● **What is required**
Which lines below include the string "Chemical"? Please show each one.

[Stored items from a collection]

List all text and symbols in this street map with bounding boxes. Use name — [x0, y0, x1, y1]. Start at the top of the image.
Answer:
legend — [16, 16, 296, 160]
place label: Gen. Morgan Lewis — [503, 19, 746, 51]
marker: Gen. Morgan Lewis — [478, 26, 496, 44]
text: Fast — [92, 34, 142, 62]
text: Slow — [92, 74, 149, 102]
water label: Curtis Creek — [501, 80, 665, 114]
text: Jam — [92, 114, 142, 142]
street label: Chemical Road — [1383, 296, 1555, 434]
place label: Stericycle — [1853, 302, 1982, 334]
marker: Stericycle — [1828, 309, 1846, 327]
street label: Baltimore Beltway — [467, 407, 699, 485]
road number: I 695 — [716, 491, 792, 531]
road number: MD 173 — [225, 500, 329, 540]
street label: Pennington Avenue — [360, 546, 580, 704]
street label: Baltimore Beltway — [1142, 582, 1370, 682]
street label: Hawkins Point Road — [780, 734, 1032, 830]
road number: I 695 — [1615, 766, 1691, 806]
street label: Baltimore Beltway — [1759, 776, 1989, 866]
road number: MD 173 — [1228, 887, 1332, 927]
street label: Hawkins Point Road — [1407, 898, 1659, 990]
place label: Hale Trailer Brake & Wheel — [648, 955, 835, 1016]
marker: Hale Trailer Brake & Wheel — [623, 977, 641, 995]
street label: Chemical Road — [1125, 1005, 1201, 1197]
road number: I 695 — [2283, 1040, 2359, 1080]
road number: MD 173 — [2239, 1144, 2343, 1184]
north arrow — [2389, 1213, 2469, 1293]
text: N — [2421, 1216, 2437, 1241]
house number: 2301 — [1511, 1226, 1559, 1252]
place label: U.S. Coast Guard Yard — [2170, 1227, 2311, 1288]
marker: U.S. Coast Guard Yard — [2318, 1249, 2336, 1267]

● **Answer below**
street label: Chemical Road — [1383, 296, 1555, 434]
street label: Chemical Road — [1125, 1005, 1201, 1197]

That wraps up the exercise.